**Requirement:** From the data below, copy out every line in which the word "Exchange" occurs.

**The input:**
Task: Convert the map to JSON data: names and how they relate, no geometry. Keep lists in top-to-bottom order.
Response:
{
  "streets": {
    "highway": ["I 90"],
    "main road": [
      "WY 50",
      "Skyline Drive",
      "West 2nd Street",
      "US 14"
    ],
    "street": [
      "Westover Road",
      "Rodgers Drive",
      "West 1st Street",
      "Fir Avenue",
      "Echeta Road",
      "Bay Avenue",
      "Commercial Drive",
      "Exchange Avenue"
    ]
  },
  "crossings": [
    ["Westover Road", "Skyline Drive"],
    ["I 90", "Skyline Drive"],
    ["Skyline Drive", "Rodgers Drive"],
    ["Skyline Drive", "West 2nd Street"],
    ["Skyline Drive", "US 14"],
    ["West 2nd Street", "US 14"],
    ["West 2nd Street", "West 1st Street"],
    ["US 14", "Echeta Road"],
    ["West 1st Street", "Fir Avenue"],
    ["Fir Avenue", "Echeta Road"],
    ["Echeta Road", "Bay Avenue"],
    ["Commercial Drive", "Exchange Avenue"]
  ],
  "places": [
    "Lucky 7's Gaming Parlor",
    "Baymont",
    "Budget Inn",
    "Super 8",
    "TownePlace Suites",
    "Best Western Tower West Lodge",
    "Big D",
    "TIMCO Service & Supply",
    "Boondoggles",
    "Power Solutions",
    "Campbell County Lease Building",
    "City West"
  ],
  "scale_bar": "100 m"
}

**The answer:**
      "Exchange Avenue"
    ["Commercial Drive", "Exchange Avenue"]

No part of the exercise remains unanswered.